Contention on LWLock buffer_content, due to SHARED lock(?)

Started by Jens-Wolfhard Schicke-Uffmannabout 6 years ago8 messages

Hi,

today I observed (on a r5.24xlarge AWS RDS instance, i.e. 96 logical
cores) lock contention on a buffer content lock due to taking of a
SHARED lock (I think):

Three tables were involved, simplified case:

CREATE TABLE global_config (id BIGINT PRIMARY KEY);

CREATE TABLE b (
id BIGINT PRIMARY KEY,
config_id BIGINT REFERENCES global_config (id)
);

CREATE TABLE c (
id BIGINT PRIMARY KEY,
config_id BIGINT REFERENCES global_config (id)
);

(I suppose having both b + c doesn't make a difference, but
maybe it was relevant, so I'm including it.)

Heavy INSERT + UPDATE traffic on b + c (all trivial via id),
SELECTs on global_config (again by id).
As the name suggests, there were only very few rows in
global_config, specifically only one was referenced by all
INSERT + UPDATEs on b + c.

On lighter load, all three types of queries were taking <1ms (as
expected), as load grew, all three went to ~50ms avg. execution time
together. AWS RDS console showed wait on LWLock:buffer_content as the
main contribution to that time.

Checking the code, I concluded that I observed lock contention
on the lock taken at the beginning of heap_lock_tuple, where
an exclusive buffer content lock is held while recording the
SHARE lock into the tuple and the WAL and the multiXact.
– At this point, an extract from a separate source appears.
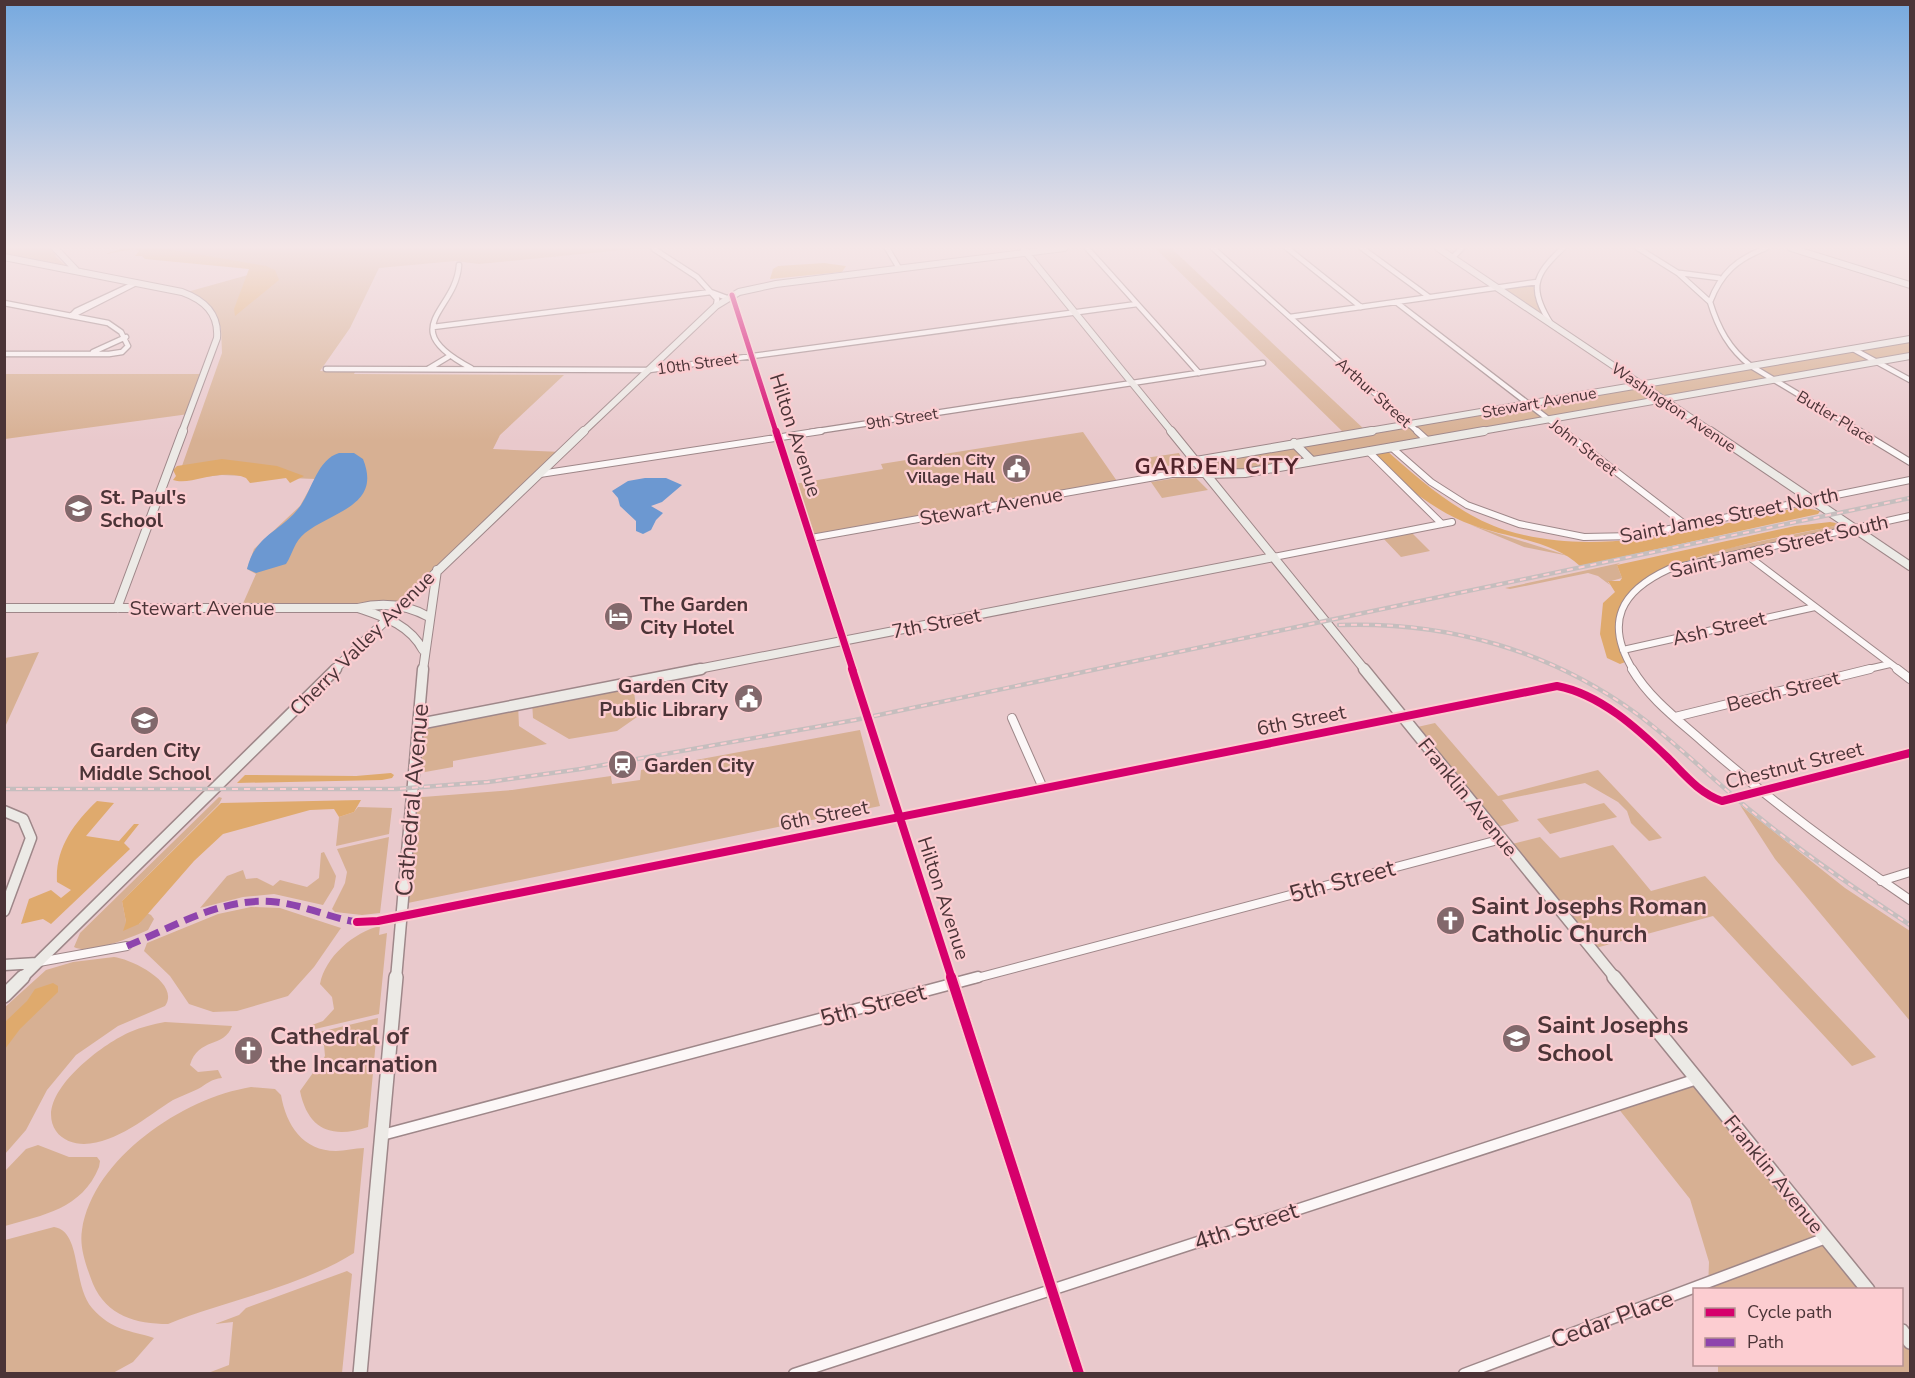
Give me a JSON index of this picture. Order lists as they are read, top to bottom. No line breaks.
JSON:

I don't know
the actual number, but potentially up to 7000 active
transactions were holding a SHARE lock on that row, which could have
performance implications while scanning for multiXact memberships.

Semantically, all that lock traffic was superfluous, as the
global_config row's key was in no danger of being changed.

As this situation (some global, essentially static, entity is referenced
by a much written table) seems not uncommon, I wonder:

1. Does the above analysis sound about right?

2. If so, would it be worthwhile to develop a solution?
I was thinking along the lines of introducing an multiXact
representation of "everyone": Instead of meticulously recording every
locking + completing transaciton in a multiXact, after a certain
number of transactions has accumulated in a single multiXact, it is
approximated as "everyone". If later a transaction finds that a SHARE
lock is held by "everyone", the tuple would need no further modification
(not sure if this could even be checked without taking an exclusive
buffer lock). The hard part would probably be to ensure that an
attempt to obtain an EXCLUSIVE lock would finally succeed against a
SHARE lock held by "everyone".

Regards,
Drahflow

#2Jeff Janes
jeff.janes@gmail.com
In reply to: Jens-Wolfhard Schicke-Uffmann (#1)
Re: Contention on LWLock buffer_content, due to SHARED lock(?)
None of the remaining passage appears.